Ahad, 5 Rabiul Akhir 1446 H / 1 Desember 2013 12:50 wib
15.815 views
Abu Fatih: Transformasi Pergerakan Islam Suatu Hal yang Mendesak
Oleh: Ust. Abu Fatih Abdurrahman
Lahirnya berbagai harakah (pergerakan) kaum muslimin yang muncul di sejumlah negri termasuk di Nusantara ini adalah suatu nikmat Allah yang wajib disyukuri. Yakni dalam konteks adanya usaha para aktivis Islam melakukan perubahan terhadap situasi dan kondisi kaum muslimin dari keadaan apa adanya menuju realita yang dicita-citakan seperti yang diajarkan Allah dan Rasul-Nya. Walau tentu saja harus senantiasa diwaspadai munculnya dampak-dampak negatif dari keberagaman pergerakan yang justru akan mengurangi capaian gerakan itu sendiri.
Adapun tujuan pergerakan Islam adalah mewujudkan komunitas masyarakat baru di belahan bumi ini yang sepenuh hati terikat dengan syariat Islam dalam semua bidang; pemerintahan, politik, ekonomi, sosial, pendidikan, nilai-nilai moral dan semua aspek kehidupan. Upaya bertahap dan terorganisasi yang berakhir dengan perwujudan masyarakat seperti itulah yang disebut Islamisasi.[1]
Tercapainya tujuan Islam mutlak didahului dengan terwujudnya gerakan Islam yang penuh kesadaran dan tanggung jawab menciptakan suasana Islami; memahamkan umat tentang Islam untuk kemudian siap mengamalkan dan memperjuangannya.
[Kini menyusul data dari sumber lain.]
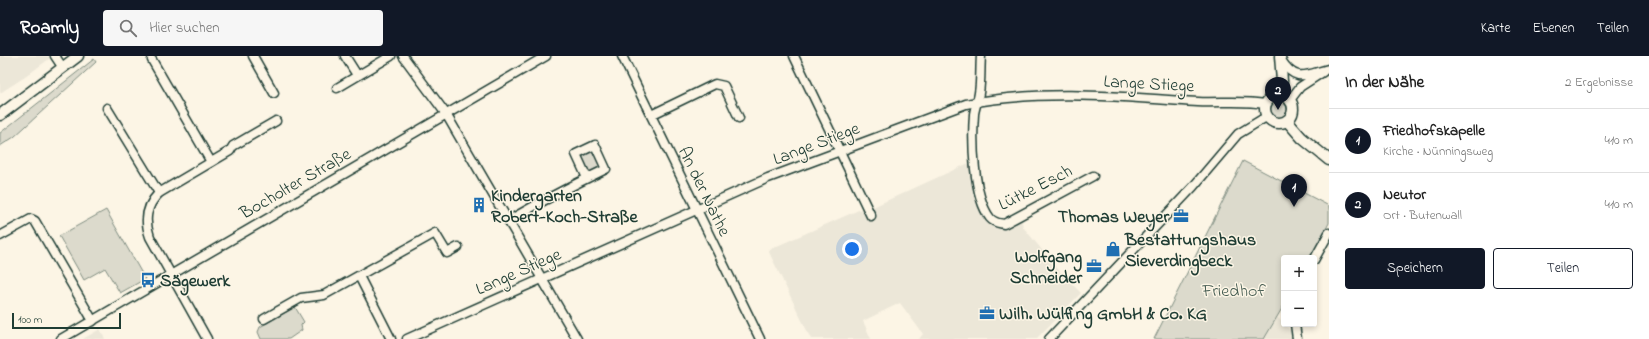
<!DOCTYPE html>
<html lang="de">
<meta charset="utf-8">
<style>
body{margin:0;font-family:"Indie Flower",sans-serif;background:#f6f6f6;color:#222}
.controls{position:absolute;right:12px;bottom:12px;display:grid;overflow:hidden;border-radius:4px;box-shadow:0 2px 6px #0003}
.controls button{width:36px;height:36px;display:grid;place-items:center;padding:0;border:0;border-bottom:1px solid #e0e0e0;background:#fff;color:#222;font:20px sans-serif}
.scale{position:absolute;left:12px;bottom:10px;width:109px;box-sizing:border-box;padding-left:4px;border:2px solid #1f3d34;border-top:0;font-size:11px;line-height:14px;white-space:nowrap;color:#1f3d34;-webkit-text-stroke:3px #fcf5e5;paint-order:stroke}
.you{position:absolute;left:852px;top:193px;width:14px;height:14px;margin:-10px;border:3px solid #fff;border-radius:50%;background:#1a73e8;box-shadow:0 0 0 6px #1a73e833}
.badge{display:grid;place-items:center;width:26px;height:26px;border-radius:50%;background:#111827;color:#fff;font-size:13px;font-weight:700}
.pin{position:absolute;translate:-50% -33px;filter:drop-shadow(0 1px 2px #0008)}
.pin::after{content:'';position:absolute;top:21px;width:14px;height:12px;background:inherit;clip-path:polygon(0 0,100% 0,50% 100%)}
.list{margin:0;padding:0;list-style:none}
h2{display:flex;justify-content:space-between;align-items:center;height:52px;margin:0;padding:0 16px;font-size:17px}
h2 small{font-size:13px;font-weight:400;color:#767676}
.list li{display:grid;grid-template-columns:26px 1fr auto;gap:12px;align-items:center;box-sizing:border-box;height:64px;padding:0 16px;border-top:1px solid #e0e0e0}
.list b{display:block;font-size:15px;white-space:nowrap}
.list p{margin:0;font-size:13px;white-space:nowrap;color:#767676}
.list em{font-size:13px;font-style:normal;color:#767676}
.actions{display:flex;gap:8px;padding:12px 16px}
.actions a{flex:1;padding:9px 0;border:1px solid #111827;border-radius:4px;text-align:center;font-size:14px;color:#111827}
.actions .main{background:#111827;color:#fff}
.icon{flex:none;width:22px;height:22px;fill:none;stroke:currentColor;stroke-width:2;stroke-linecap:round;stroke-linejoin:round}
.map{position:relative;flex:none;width:1329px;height:283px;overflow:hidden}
header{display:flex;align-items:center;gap:24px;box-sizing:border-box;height:56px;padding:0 20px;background:#111827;color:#fff}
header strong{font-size:19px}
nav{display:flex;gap:22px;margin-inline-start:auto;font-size:14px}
.search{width:280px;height:36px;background:#f6f6f6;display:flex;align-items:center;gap:10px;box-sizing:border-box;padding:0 14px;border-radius:4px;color:#767676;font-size:15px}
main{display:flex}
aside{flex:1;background:#fff}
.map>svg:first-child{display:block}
.built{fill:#ece7d8}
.green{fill:#dcdacc;stroke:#7e8c80}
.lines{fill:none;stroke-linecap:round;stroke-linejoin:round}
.minor-casing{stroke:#1f3d34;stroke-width:11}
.major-casing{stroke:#1f3d34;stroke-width:13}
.minor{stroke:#fcf5e5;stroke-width:8}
.major{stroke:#fcf5e5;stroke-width:10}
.labels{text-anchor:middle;stroke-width:3;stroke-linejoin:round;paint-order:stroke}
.street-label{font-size:18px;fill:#1f3d34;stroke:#fcf5e5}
.poi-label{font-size:18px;font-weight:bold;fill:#1f3d34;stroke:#fcf5e5;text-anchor:start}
.park-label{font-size:18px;fill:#455c52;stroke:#fcf5e5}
</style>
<header>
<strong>Roamly</strong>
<div class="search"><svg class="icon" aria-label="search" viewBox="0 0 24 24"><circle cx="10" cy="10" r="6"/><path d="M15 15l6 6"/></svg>Hier suchen</div>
<nav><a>Karte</a><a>Ebenen</a><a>Teilen</a></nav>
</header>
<main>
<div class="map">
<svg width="1329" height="283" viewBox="0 0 1329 283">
<rect width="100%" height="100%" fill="#fcf5e5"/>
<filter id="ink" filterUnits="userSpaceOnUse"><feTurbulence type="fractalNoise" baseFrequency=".025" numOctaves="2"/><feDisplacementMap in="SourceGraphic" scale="8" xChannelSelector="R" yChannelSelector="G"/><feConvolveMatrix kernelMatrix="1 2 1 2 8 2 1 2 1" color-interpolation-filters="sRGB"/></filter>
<g filter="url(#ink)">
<g class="built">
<path d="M0,0H53L25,21L0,37Z"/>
<path d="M971,106L986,164L989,166L999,172H1005L1023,163L1022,166L1023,171L1062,218L1081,237L1036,283H919L923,278L900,247L863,265L871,283H811L768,194L861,153L872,149L873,151Z"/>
<path d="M1277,261L1290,274L1291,283H1264Z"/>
<path d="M100,273L105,283H83Z"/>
</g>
<g class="green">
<path d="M94,3L96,6L14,81L0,90V77Z"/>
<circle cx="1278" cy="54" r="9"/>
<path d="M593,93L601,111L588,117L580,100Z"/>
<path d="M1243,105L1329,150V167L1311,202H1284V249L1264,283H1154Z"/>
<path d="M106,154L145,223L120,237L105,212L84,224L59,180Z"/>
<path d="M295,251L304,266L301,269L302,274L289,283H261L258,276L260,271Z"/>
</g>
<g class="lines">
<g class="minor-casing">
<g id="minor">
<path d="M55,0L63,12"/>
<path d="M253,0L274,37"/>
<path d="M345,0L357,19"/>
<path d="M403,0L446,58L577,283"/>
<path d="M622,0L760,283"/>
<path d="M794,0L871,160"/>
<path d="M981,0C980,12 981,25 979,37C978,44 975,51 974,58C972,85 973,140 990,162C994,167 999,167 1004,168L1093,120"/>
<path d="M152,4L211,106"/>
<path d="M1281,4C1296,27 1305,19 1328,13"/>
<path d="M337,32L391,0"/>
<path d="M1290,44L1300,31L1323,16"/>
<path d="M107,52L159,137"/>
<path d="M651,59L715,28L724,30L739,62"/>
<path d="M508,165C540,146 573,129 606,113L595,89L576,98L587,122"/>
<path d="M0,180L31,163L35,165L93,265"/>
<path d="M1314,204L1329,177"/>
<path d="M359,220L391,283"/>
<path d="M264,263L301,242L324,239L435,177L447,197L458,191"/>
<path d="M1295,268L1297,283"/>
<path d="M61,283L546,0"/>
<path d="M207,283L150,181C144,164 146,150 159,137L230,95L233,90L276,65"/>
<path d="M407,283L768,122L966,48C1041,33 1123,41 1198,46C1220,47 1243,44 1265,48"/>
<path d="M1049,283L1193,131L1238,78L1266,61"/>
</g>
</g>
<g class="major-casing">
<g id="major">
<path d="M1280,0L1282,25L1281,39"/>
<circle cx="1279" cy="53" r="14"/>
<path d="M0,59L78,0"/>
<path d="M1287,65L1302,82L1329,104"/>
</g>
</g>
<use href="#minor" class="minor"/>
<use href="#major" class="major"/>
</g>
</g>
<defs>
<g id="building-bare" transform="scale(1.2)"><path d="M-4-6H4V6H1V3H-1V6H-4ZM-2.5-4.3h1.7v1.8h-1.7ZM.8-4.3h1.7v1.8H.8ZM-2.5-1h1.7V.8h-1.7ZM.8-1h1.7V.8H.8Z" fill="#1f6fb2" stroke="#fcf5e5" stroke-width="2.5" paint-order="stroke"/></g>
<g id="office-bare" transform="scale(1.2)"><path d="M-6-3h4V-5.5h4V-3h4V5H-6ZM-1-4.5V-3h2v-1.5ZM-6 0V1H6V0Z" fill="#1f6fb2" stroke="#fcf5e5" stroke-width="2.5" paint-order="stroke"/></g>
<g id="shop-bare" transform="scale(1.2)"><path d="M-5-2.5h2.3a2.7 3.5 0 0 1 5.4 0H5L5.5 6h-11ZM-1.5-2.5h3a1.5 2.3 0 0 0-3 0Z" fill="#1f6fb2" stroke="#fcf5e5" stroke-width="2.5" paint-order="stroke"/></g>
<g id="bus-bare" transform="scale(1.2)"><path d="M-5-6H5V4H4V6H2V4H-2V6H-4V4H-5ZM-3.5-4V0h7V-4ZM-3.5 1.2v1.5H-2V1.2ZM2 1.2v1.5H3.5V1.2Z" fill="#1f6fb2" stroke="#fcf5e5" stroke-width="2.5" paint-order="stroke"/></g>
</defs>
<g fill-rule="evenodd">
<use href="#building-bare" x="479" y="149"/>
<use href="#office-bare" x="1181" y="160"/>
<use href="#shop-bare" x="1113" y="193"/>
<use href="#office-bare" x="1094" y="210"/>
<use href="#bus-bare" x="148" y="224"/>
<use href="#office-bare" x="987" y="257"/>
</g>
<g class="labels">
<g class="street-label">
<text transform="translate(1149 27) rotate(3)" y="6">Lange Stiege</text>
<text transform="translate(816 87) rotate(-21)" y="6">Lange Stiege</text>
<text transform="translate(295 127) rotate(-30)" y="6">Bocholter Straße</text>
<text transform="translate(1035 131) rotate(-27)" y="6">Lütke Esch</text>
<text transform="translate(705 135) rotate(64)" y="6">An der Nathe</text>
<text transform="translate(518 215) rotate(-24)" y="6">Lange Stiege</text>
</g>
<g class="poi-label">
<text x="491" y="145">Kindergarten<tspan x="491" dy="21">Robert-Koch-Straße</tspan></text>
<text x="1169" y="166" text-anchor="end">Thomas Weyer</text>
<text x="1125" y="189">Bestattungshaus<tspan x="1125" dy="21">Sieverdingbeck</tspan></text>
<text x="1082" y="206" text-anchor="end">Wolfgang<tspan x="1082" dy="21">Schneider</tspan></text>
<text x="160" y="230">Sägewerk</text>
<text x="999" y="263">Wilh. Wülfing GmbH &amp; Co. KG</text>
</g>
<g class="park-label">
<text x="1234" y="240">Friedhof</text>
</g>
</g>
</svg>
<div class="controls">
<button>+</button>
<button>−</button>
</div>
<div class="scale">100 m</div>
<div class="you"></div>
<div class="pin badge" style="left:1294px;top:151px">1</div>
<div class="pin badge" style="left:1278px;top:54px">2</div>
</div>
<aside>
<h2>In der Nähe<small>2 Ergebnisse</small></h2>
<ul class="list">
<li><span class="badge">1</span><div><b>Friedhofskapelle</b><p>Kirche · Nünningsweg</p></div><em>410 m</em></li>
<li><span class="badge">2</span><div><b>Neutor</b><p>Ort · Butenwall</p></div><em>410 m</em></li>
</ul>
<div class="actions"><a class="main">Speichern</a><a>Teilen</a></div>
</aside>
</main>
Di samping itu juga mempersiapkan simpatisan dan pendukung gerakan. Demikian pula, tegaknya sebuah Negara Islam -dengan kata lain tercapainya tujuan Islam- mutlak didahului dengan watak agama kita. Upaya peng-Islaman menghendaki adanya sesuatu usaha jama’i yang teratur, rapi dan terencana.[2]
Realitas yang Menyakitkan
Wilayah negri Islam terpecah belah dan terbagi-bagi.Tidak ada ikatan yang mempersatukannya.Sering timbul persengketaan dan pertikaian diantara mereka. Bahkan sampai saling menghunuskan pedang dan saling bunuh membunuh. Dimana dalam situasi perpecahan dan persengketaan yang sangat gawat ini, kaum muslimin diserbu oleh pasukan tentara dari seberang lautan yang membawa nafsu membunuh dan membinasakan, mereka membawa angan-angan menjajah dan menduduki negri-negri Islam dengan membawa bendera Salib dan ajaran-ajaran takhayul.[3]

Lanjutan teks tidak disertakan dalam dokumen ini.